_Task instructions:_ Each line below containing the word "function" needs to be shown.

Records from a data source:

+++++

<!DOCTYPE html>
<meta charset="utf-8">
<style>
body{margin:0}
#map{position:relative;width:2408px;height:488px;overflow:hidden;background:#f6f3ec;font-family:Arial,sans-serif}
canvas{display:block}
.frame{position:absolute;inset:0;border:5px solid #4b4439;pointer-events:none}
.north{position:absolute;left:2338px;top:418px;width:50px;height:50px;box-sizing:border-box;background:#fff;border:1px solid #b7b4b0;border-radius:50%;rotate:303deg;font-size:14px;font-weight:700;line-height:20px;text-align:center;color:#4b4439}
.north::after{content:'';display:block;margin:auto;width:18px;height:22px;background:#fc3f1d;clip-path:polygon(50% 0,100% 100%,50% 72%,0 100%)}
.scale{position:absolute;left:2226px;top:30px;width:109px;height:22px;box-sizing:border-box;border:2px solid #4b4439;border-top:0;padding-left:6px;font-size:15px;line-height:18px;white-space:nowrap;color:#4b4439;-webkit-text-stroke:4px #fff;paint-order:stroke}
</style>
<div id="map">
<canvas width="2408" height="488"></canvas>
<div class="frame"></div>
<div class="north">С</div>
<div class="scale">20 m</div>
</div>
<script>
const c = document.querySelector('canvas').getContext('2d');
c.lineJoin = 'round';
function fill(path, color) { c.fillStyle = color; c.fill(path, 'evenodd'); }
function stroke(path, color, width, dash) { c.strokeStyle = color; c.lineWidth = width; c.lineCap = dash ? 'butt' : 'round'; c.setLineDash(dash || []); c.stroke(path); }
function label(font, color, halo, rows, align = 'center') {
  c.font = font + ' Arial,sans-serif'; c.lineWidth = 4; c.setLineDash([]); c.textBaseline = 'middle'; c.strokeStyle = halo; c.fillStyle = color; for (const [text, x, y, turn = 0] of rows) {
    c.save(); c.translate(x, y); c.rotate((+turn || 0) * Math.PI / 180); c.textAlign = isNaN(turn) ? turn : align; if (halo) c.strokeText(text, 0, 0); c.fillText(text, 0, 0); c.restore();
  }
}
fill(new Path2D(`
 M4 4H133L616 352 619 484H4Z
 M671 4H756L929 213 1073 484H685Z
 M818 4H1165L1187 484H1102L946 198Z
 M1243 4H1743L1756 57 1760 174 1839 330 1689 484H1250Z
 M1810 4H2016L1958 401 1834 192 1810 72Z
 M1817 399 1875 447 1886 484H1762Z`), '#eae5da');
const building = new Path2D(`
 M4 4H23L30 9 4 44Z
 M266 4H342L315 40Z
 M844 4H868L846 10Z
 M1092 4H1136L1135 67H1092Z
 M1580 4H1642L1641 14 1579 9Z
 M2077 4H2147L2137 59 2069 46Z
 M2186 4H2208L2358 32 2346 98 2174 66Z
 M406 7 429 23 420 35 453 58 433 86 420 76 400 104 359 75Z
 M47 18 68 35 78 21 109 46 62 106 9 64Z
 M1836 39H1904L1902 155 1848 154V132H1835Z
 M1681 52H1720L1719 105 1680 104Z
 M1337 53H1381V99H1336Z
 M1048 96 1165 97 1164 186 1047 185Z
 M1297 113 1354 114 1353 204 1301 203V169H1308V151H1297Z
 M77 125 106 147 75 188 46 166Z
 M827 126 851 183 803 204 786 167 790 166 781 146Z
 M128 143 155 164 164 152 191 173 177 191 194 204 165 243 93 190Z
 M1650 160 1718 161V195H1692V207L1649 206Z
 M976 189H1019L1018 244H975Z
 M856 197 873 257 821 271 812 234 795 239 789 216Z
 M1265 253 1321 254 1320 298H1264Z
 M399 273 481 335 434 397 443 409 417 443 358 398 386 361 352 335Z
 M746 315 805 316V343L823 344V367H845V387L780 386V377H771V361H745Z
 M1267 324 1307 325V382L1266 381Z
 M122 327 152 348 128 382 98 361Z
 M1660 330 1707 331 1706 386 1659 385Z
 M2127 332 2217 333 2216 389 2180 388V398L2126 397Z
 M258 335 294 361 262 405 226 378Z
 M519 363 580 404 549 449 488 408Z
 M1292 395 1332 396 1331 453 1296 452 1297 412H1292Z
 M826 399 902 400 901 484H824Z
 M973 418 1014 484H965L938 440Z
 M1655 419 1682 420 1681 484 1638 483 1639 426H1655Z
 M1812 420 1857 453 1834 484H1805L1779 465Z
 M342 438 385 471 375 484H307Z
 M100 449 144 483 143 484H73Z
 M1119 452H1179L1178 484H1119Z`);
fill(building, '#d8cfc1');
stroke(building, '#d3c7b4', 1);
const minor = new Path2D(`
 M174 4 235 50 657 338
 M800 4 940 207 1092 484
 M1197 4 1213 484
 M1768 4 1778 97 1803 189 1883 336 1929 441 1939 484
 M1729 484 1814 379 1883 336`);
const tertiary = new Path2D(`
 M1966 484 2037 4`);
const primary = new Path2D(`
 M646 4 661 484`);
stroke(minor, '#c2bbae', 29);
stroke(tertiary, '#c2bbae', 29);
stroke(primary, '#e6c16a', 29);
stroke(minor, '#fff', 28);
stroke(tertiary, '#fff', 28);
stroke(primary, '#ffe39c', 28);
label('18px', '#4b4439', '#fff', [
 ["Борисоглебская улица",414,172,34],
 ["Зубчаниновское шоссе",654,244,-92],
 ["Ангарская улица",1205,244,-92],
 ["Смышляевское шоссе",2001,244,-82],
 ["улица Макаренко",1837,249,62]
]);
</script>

+++++

_Exercise output:_
function fill(path, color) { c.fillStyle = color; c.fill(path, 'evenodd'); }
function stroke(path, color, width, dash) { c.strokeStyle = color; c.lineWidth = width; c.lineCap = dash ? 'butt' : 'round'; c.setLineDash(dash || []); c.stroke(path); }
function label(font, color, halo, rows, align = 'center') {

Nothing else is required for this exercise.